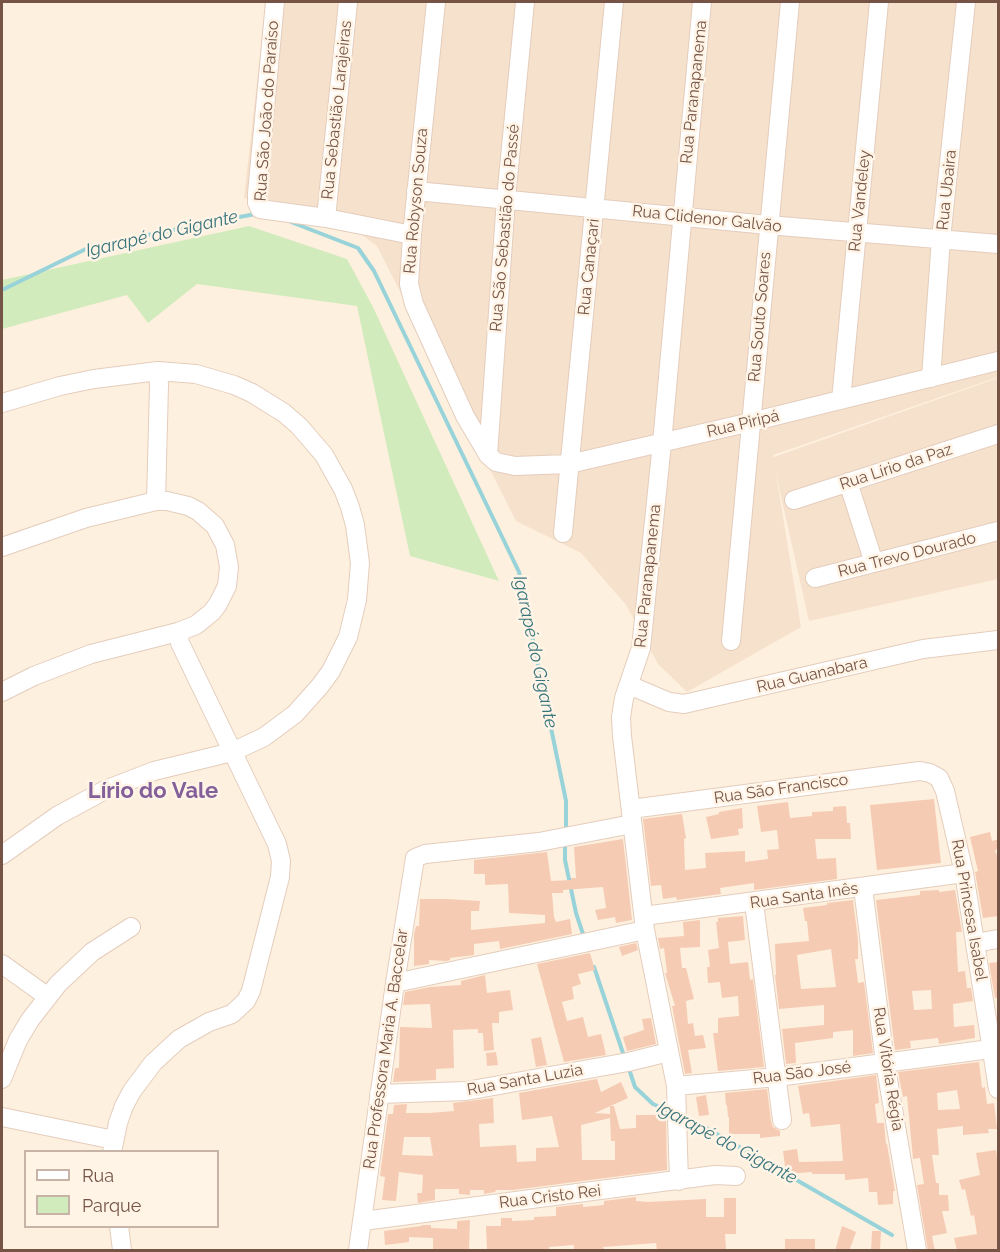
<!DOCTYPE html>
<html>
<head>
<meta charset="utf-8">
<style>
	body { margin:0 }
	#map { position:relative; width:1000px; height:1252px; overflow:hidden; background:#fef0de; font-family:Raleway,sans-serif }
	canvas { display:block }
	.frame { position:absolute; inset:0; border:3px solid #755445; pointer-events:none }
	.legend { position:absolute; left:24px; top:1150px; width:195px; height:78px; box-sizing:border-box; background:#fff4e6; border:2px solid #c8b4a6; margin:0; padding:8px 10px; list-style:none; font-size:18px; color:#755445 }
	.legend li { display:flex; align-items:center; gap:12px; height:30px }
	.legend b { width:30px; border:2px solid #c8b4a6 }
</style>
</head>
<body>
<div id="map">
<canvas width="1000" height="1252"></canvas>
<div class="frame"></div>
<ul class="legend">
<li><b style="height:8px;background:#fff"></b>Rua</li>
<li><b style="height:16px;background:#d2ebbd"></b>Parque</li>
</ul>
</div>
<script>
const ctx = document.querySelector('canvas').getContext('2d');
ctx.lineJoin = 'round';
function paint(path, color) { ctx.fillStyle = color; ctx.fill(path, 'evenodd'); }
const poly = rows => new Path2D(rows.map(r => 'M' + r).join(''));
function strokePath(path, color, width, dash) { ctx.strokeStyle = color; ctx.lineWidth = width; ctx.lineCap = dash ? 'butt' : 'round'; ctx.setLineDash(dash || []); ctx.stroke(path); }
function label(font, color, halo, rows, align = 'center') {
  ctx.font = font + ' Raleway,sans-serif'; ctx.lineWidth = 5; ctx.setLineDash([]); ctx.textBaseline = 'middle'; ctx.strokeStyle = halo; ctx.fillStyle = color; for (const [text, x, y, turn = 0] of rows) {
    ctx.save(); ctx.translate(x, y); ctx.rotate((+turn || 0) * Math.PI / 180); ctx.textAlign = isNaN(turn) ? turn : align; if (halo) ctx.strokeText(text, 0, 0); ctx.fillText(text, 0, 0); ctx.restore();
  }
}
paint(poly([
	[266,2,998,2,998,377,773,455,774,457,998,378,998,579,809,621,776,474,801,627,687,692,658,664,626,605,581,553,516,521,377,246,338,218,244,198]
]), '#f6e1cc');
paint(poly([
	[249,226,347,259,373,307,499,581,410,556,357,306,197,284,148,323,127,295,2,329,2,280]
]), '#d2ebbd');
strokePath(poly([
	[291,222,358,248,374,271,519,572,566,801,566,831],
	[2,290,92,246,255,214],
	[565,842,565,860,576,913,584,937],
	[594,967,624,1056],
	[628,1066,635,1087,653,1104,671,1112],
	[684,1118,701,1125,892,1235]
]), '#98d3da', 4);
paint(poly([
	[934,799,941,863,877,870,870,805],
	[788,802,790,818,812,816,812,812,833,811,833,807,846,806,847,823,850,823,851,839,815,839,817,859,836,858,837,879,754,890,754,883,720,888,721,894,677,900,676,897,663,899,661,885,651,886,643,819,682,814,686,838,684,839,685,870,706,868,705,853,745,851,745,862,768,859,767,850,779,849,777,830,761,832,757,806],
	[742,808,743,828,738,829,739,835,711,839,706,817,719,814,719,812],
	[990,832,992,841,999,839,999,849,995,850,999,862,999,916,983,918,975,872,978,871,970,837],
	[623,839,632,920,616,923,615,917,598,920,595,910,606,908,603,887,563,890,563,893,552,893,554,917,556,922,570,919,572,934,500,949,499,941,474,944,474,955,450,958,450,960,446,961,429,960,429,964,414,966,414,934,416,926,419,926,420,899,447,899,480,901,479,911,471,911,471,930,545,923,545,915,509,913,508,884,485,885,485,874,474,874,474,860,547,852,551,881,571,880,571,878,576,878,574,847],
	[939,890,939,892,955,890,962,932,956,932,958,972,965,971,967,988,971,988,973,1001,953,1004,954,1027,974,1025,975,1038,939,1044,938,1038,910,1041,911,1048,895,1050,876,900,920,895,920,891],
	[931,990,932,1009,914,1010,912,991],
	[853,900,858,940,858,959,855,959,858,983,864,982,873,1053,853,1056,853,1030,833,1032,833,1038,795,1043,796,1063,786,1064,782,1029,824,1025,824,1005,779,1009,775,975,776,975,775,944,809,941,807,921,805,921,803,908,827,905,827,903],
	[831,949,836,987,801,989,797,955],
	[743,916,745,940,728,942,730,964,748,962,750,980,753,979,764,1067,718,1071,713,1033,718,1033,718,1018,739,1016,738,996,722,998,720,982,708,983,707,967,710,967,708,950,719,948,716,922,718,922,718,918],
	[700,920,700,947,680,948,682,968,686,968,694,999,686,1001,688,1024,693,1023,695,1036,703,1035,706,1048,688,1050,692,1073,685,1074,672,1006,675,1006,665,973,667,973,664,948,660,949,658,938,684,936,683,922],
	[636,943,638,950,622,956,619,947],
	[590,953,595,970,578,974,581,984,572,987,574,999,562,1002,567,1021,583,1017,588,1037,601,1034,606,1055,564,1062,537,964],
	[999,962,999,997,995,998,989,963],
	[485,975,487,993,510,990,513,1010,499,1012,499,1023,492,1023,494,1050,484,1051,483,1033,478,1033,478,1029,453,1030,454,1068,436,1069,436,1080,393,1082,395,1068,399,1068,400,1027,432,1028,430,1004,403,1005,405,992,430,987,461,985,461,981],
	[651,1018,656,1044,627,1051,623,1037,644,1030,642,1019],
	[541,1037,547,1065,536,1067,531,1039],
	[496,1052,498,1065,487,1066,486,1053],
	[979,1062,982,1088,985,1087,987,1104,994,1103,997,1129,988,1129,989,1133,963,1135,963,1126,937,1129,939,1155,932,1155,936,1183,939,1183,939,1195,948,1195,949,1211,942,1211,947,1233,932,1236,935,1251,928,1251,917,1185,924,1184,920,1158,913,1159,907,1096,903,1097,898,1072],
	[957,1090,960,1109,938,1110,937,1093],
	[876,1075,879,1103,875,1104,877,1123,884,1123,886,1144,887,1144,895,1191,893,1191,893,1204,878,1205,877,1192,869,1192,868,1178,845,1180,845,1174,812,1174,812,1172,786,1174,783,1151,797,1149,799,1162,843,1161,840,1124,811,1127,809,1113,803,1114,798,1086],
	[597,1079,601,1092,621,1082,628,1098,595,1113,610,1114,610,1106,614,1106,620,1129,636,1128,636,1115,666,1115,667,1170,513,1190,496,1190,495,1192,484,1194,484,1190,470,1190,470,1195,459,1194,459,1189,435,1189,435,1200,418,1203,417,1193,422,1193,423,1175,399,1172,396,1201,382,1200,385,1177,380,1176,388,1114,393,1114,394,1105,407,1104,406,1113,429,1113,454,1111,453,1103,493,1098,494,1123,479,1124,480,1147,516,1145,517,1162,536,1161,536,1148,559,1147,552,1116,522,1120,519,1093],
	[610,1118,611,1141,615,1141,615,1160,582,1160,581,1125],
	[404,1137,430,1137,433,1156,402,1155],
	[767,1089,771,1121,773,1127,780,1131,780,1136,760,1138,760,1134,729,1134,729,1117,728,1117,727,1105,726,1105,725,1093],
	[706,1095,709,1115,699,1116,696,1097],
	[996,1150,997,1157,999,1156,999,1251,957,1251,954,1238,977,1234,974,1215,971,1216,965,1189,962,1190,959,1180,980,1175,976,1153],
	[636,1197,636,1201,648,1202,706,1199,706,1217,724,1217,724,1198,736,1198,736,1234,725,1234,726,1249,706,1251,657,1251,656,1243,603,1247,604,1249,588,1251,574,1251,574,1245,549,1247,549,1251,487,1251,486,1226,501,1226,501,1218,512,1218,512,1221,534,1220,534,1217,556,1216,556,1207,583,1204,583,1207,604,1205,604,1201],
	[470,1220,469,1249,433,1249,433,1238,409,1237,409,1242,385,1245,384,1231,421,1226,423,1225,431,1225,431,1228,457,1229,457,1221],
	[842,1226,856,1232,849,1251,835,1251],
	[872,1231,881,1231,880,1251,871,1251],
	[785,1239,815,1239,815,1251,785,1251]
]), '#f5cbb4');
const minor = poly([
	[275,2,257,193,257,203,260,209,326,218,412,235],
	[436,2,412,235,409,284,414,304,465,416,488,455,496,462,515,466,569,464,751,422,998,361],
	[416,191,768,225,998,244],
	[326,218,348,2],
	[931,378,941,239,966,2],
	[841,400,879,2],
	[2,403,60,386,94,379,158,371,196,374,234,385,252,393,284,413,299,426,324,455,343,489,350,507,355,525,360,563,357,600,348,637,331,671,320,686,295,714,264,737,232,752,154,771,105,790,57,816,2,855],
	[488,455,506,199,525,2],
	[848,482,874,563],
	[794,500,998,434],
	[156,501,159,385,158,371],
	[563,533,614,2],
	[2,547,86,518,156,501,167,501,188,506,198,511,215,526,225,545,229,567,227,586,218,604,212,612,196,625,178,632,91,654,34,676,2,692],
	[815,578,998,531],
	[731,641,790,2],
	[629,685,669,702,684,704,923,649,998,640],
	[631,809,920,771,930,773,939,778,945,791,964,873,998,1089],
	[863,888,885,1062,917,1250],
	[754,903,782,1120],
	[644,916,964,873],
	[975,943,998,939],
	[2,964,48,997],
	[395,983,645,930],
	[2,1079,18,1040,30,1020,58,984,92,952,131,927],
	[676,1086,777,1077,998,1048],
	[379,1094,466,1091,628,1062,669,1052],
	[2,1117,114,1140],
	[112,1152,118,1123,124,1106,132,1091,153,1063,179,1039,209,1022,232,1014,246,1001,251,991,280,877,281,861,277,844,180,643,178,632],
	[679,1181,676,1086,645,930,622,736,621,717,624,698,641,648,662,443,702,2],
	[363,1221,715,1175,736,1176],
	[119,1226,122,1250],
	[358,1250,395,983,415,858,425,854,539,842,632,824]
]);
strokePath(minor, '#e4cdbd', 20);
strokePath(minor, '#fff', 18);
label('16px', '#755445', '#fff4e6', [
	["Rua Paranapanema",694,92,-84],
	["Rua Sebastião Larajeiras",337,110,-84],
	["Rua São João do Paraíso",267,111,-86],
	["Rua Ubaira",947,190,-84],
	["Rua Robyson Souza",416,201,-85],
	["Rua Vandeley",860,201,-84],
	["Rua Clidenor Galvão",707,219,6],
	["Rua São Sebastião do Passé",505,228,-85],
	["Rua Canaçari",589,267,-84],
	["Rua Souto Soares",760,317,-85],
	["Rua Piripá",743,424,-13],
	["Rua Lírio da Paz",896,467,-18],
	["Rua Trevo Dourado",907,555,-14],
	["Rua Paranapanema",648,576,-84],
	["Rua Guanabara",812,675,-13],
	["Rua São Francisco",781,789,-8],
	["Rua Santa Inês",804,896,-8],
	["Rua Princesa Isabel",969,910,80],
	["Rua Professora Maria A. Baccelar",386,1049,-82],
	["Rua Vitória Régia",888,1069,81],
	["Rua São José",802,1073,-7],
	["Rua Santa Luzia",525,1080,-10],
	["Rua Cristo Rei",550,1197,-7]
]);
label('italic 18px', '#38747c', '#fff4e6', [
	["Igarapé do Gigante",162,234,-13],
	["Igarapé do Gigante",535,652,78],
	["Igarapé do Gigante",727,1143,28]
]);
label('bold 22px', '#836099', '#fff4e6', [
	["Lírio do Vale",153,791]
]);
</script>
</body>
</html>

■ ■ ■ ■ ■ ■ ■

§ **What to do**:
Where the string "display" occurs in a line of the listing above, count that line, then report the total and nothing else.

§ **Written answer**:
2